Copy out each line of the data that holds the word "shadow".

_Dataset content_.
↓
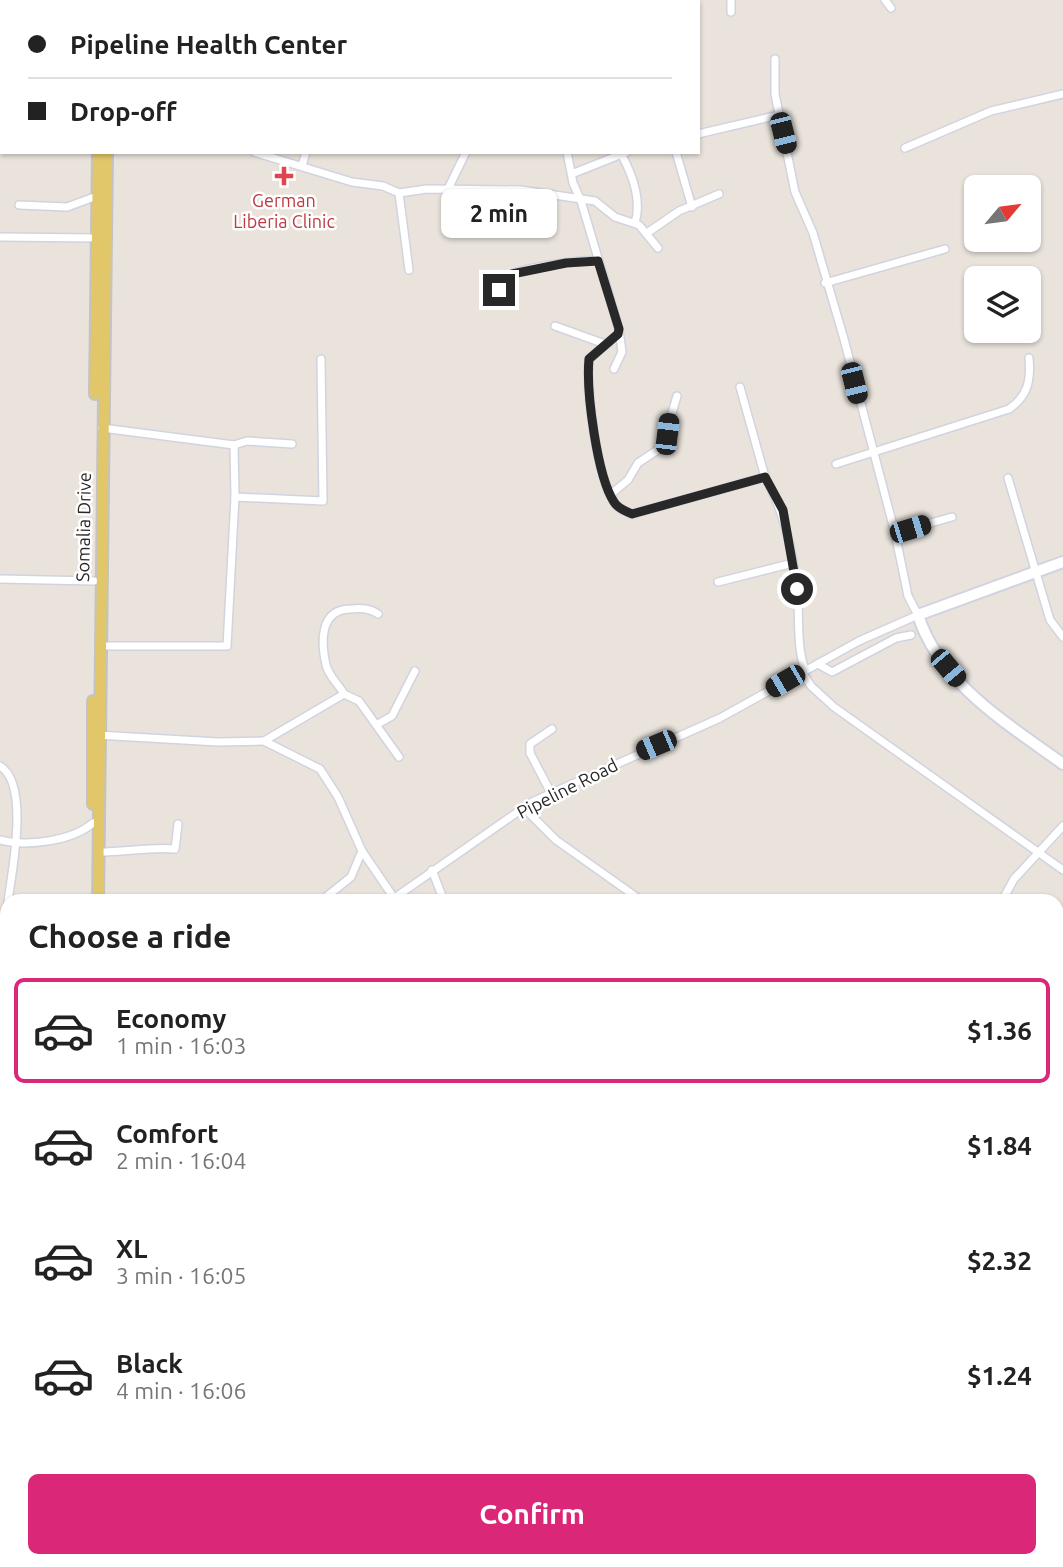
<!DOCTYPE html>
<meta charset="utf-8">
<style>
:root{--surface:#fff;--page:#f2f2f2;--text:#222;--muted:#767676;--line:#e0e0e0;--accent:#db2777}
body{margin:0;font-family:Ubuntu,sans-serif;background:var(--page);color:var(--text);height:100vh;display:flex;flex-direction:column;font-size:26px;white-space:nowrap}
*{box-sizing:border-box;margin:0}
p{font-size:23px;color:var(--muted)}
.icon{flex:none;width:38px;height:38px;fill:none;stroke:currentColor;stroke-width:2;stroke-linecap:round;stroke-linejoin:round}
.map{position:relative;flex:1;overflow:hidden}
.sheet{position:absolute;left:0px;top:894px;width:1064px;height:674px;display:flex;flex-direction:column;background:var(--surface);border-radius:21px 21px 0 0;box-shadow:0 2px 5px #0004}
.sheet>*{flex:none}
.banner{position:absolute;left:0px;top:0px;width:700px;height:154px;box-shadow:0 2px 5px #0004;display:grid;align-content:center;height:154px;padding:0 28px;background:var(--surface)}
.needle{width:46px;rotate:61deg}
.fabs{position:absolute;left:964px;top:175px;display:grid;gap:14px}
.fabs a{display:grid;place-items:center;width:77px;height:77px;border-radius:10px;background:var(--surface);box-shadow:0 2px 5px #0004;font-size:35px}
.end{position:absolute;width:32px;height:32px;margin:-16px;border:9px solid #282828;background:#fff;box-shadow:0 0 0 4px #fff}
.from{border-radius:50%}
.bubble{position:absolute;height:49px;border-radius:10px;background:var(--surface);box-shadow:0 2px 5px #0004;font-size:23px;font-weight:700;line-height:49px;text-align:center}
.car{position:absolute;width:21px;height:42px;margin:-21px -10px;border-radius:9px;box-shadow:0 0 5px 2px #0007;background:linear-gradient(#222 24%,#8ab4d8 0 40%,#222 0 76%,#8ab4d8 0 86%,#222 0)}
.banner b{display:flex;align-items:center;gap:24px;height:66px;font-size:26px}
.banner b+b{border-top:2px solid var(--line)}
.banner i{width:18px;height:18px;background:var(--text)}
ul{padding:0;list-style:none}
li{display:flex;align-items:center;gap:21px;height:105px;margin:0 14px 10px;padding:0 14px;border:4px solid transparent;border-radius:10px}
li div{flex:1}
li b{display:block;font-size:26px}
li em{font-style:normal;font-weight:700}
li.active{border-color:var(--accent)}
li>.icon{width:63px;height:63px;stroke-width:1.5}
h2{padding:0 28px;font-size:32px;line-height:84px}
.cta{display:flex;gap:14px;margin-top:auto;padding:14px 28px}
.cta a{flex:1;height:80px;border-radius:10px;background:var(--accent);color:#fff;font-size:28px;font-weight:700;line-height:80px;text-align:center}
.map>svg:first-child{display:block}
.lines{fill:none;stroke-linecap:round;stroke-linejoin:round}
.street-casing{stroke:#d1d3e0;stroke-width:10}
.secondary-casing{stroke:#d1d3e0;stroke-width:14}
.primary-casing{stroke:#c3c3c3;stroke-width:14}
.highway-casing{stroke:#c3c3c3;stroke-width:18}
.street{stroke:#fff;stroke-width:7}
.secondary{stroke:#fff;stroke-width:10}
.primary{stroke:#e1c769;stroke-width:10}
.highway{stroke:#eca163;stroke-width:14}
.route{stroke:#282828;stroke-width:9}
.health-dot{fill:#e0444e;stroke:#fff;stroke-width:2.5}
.labels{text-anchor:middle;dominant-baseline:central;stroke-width:5;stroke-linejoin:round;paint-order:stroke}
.health-label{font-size:18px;fill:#be3a42;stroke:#fff}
.street-label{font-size:18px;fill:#282828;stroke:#fff}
</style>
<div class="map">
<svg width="1063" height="1567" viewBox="0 0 1063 1567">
<rect width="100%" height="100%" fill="#e9e3db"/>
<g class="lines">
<g class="street-casing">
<g id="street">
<polyline points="80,0 80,2"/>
<polyline points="327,0 327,2"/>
<polyline points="885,0 891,8"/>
<polyline points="731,12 731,0"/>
<polyline points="0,13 2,14"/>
<polyline points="0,97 2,97"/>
<polyline points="698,134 779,115"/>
<polyline points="905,148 991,111 1063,94"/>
<polyline points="254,152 352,182 383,186 399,193 427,189 521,190 595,201 615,217 639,225 658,248"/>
<path d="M567,152L573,183L581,201L619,329L618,334L589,359C586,391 597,476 614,502C618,509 625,511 632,514L765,477C784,511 793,551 797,590C800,617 796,645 805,670"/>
<path d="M620,152C632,173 642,200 635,223"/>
<polyline points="676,152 692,207"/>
<polyline points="302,166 306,152"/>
<polyline points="574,173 627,152"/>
<polyline points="448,189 466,152"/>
<polyline points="399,193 409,270"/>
<polyline points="19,205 67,207 97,196"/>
<polyline points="647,233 679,211 719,194"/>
<polyline points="0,237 96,238"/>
<polyline points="825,283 945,249"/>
<path d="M489,304C495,295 502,279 512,274C527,267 582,259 598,261"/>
<polyline points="555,326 605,344"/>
<polyline points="614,369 622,352 619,330"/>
<polyline points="740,387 765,477"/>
<polyline points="234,445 247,441 292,444"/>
<path d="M836,464L1009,409C1028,396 1031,380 1029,358"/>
<polyline points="1008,478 1050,620 1063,637"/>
<polyline points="611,494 628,480 638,463 662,447 677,396"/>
<polyline points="235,497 323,501 321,359"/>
<polyline points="895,533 952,517"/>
<polyline points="0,579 94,581"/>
<polyline points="718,582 793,563"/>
<polyline points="100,646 227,646 235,497 234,445 102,428"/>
<polyline points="818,664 832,672 896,638 911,635"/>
<polyline points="802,672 811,686 834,707 1063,870"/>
<path d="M344,694C339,685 328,675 326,665C321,643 319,609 351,609C361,608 370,608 378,614"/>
<polyline points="378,724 392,716 415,671"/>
<polyline points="97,735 218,742 264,741 344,694 359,701 399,757"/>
<polyline points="264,741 320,769 338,797 362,851 394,898"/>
<path d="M0,766C30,784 12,871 8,901"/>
<polyline points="551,793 530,753 530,744 552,729"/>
<polyline points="523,807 556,840 642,901"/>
<path d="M0,840C27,847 72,841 93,823"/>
<path d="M99,852C126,852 149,847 175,849L178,824"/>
<polyline points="432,870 444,901"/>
<polyline points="321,901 351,877 362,851"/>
<polyline points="390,901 532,802 720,718 859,641 918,615 908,596 895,533 844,339 813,233 795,192 775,94 775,59"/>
<polyline points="1002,901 1014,879 1063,826"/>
<polyline points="0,950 7,909"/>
<polyline points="1057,978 1063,982"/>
<polyline points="1057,1014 1063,1007"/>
<polyline points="1057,1195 1063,1184"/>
<polyline points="1057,1202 1063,1206"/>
<polyline points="1057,1312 1063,1316"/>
<polyline points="1057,1421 1063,1430"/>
<polyline points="0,1537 7,1534"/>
<polyline points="200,1561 203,1567"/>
<polyline points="399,1561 409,1567"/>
<polyline points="545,1561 553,1567"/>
<polyline points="213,1567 215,1561"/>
<polyline points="652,1567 656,1561"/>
</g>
</g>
<g class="secondary-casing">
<g id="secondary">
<path d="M1063,562L918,615C940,684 1008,724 1063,764"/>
<polyline points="0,1281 7,1277"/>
<polyline points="1057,1378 1063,1369"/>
</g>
</g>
<g class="primary-casing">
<g id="primary">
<polyline points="98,0 99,2"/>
<polyline points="107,0 107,2"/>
<polyline points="95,394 98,152"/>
<polyline points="93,701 93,804"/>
<polyline points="98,901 107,152"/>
</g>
</g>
<g class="highway-casing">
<g id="highway">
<polyline points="0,1147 7,1146"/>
<polyline points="903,1561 911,1567"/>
<polyline points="919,1561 927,1567"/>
</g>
</g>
<use href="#street" class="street"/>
<use href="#secondary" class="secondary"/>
<use href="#primary" class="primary"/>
<use href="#highway" class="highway"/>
</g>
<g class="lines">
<path class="route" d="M499,290L512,274L566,263L598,261L619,329L618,334L589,359C586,391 597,476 614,502C618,509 626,511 632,514L765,477L783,510L797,589"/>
</g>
<path class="health-dot" d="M280.5 165.5h7v7h7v7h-7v7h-7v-7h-7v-7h7z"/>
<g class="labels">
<g class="health-label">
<text x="284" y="200">German<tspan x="284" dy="21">Liberia Clinic</tspan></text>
</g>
<g class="street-label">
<text transform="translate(83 527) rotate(-89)">Somalia Drive</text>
<text transform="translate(567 788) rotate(-27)">Pipeline Road</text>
</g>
</g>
</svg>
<div class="fabs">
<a><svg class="needle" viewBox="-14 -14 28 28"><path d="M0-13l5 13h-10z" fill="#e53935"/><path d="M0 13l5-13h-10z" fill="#767676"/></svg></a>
<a><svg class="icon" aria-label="layers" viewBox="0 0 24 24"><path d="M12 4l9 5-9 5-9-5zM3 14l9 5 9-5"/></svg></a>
</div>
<i class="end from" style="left:797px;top:589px"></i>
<i class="end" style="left:499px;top:290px"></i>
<div class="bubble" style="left:441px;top:189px;width:116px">2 min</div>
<i class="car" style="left:783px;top:133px;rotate:166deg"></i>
<i class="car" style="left:854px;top:383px;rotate:166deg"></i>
<i class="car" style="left:667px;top:434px;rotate:7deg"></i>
<i class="car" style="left:910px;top:529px;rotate:73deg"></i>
<i class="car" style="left:948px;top:668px;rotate:140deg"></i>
<i class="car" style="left:785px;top:681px;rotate:240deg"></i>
<i class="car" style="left:656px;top:745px;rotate:247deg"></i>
<div class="banner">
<b><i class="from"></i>Pipeline Health Center</b>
<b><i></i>Drop-off</b>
</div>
<section class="sheet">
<h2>Choose a ride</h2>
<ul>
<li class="active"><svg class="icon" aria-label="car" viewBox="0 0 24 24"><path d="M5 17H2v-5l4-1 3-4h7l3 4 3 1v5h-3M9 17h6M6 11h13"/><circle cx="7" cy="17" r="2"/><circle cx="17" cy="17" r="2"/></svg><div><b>Economy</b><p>1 min · 16:03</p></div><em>$1.36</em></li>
<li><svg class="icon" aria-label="car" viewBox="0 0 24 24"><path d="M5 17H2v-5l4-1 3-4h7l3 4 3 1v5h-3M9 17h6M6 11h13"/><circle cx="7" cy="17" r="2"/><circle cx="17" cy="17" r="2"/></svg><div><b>Comfort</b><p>2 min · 16:04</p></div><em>$1.84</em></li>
<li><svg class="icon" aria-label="car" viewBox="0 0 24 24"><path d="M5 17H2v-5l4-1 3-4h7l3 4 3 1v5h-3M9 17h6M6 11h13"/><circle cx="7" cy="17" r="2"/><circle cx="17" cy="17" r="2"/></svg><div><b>XL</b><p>3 min · 16:05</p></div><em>$2.32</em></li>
<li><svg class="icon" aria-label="car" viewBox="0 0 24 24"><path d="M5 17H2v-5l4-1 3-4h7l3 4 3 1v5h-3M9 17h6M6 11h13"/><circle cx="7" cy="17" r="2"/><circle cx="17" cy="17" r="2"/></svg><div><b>Black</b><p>4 min · 16:06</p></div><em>$1.24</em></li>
</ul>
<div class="cta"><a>Confirm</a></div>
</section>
</div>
↑
_The completed task_.
.sheet{position:absolute;left:0px;top:894px;width:1064px;height:674px;display:flex;flex-direction:column;background:var(--surface);border-radius:21px 21px 0 0;box-shadow:0 2px 5px #0004}
.banner{position:absolute;left:0px;top:0px;width:700px;height:154px;box-shadow:0 2px 5px #0004;display:grid;align-content:center;height:154px;padding:0 28px;background:var(--surface)}
.fabs a{display:grid;place-items:center;width:77px;height:77px;border-radius:10px;background:var(--surface);box-shadow:0 2px 5px #0004;font-size:35px}
.end{position:absolute;width:32px;height:32px;margin:-16px;border:9px solid #282828;background:#fff;box-shadow:0 0 0 4px #fff}
.bubble{position:absolute;height:49px;border-radius:10px;background:var(--surface);box-shadow:0 2px 5px #0004;font-size:23px;font-weight:700;line-height:49px;text-align:center}
.car{position:absolute;width:21px;height:42px;margin:-21px -10px;border-radius:9px;box-shadow:0 0 5px 2px #0007;background:linear-gradient(#222 24%,#8ab4d8 0 40%,#222 0 76%,#8ab4d8 0 86%,#222 0)}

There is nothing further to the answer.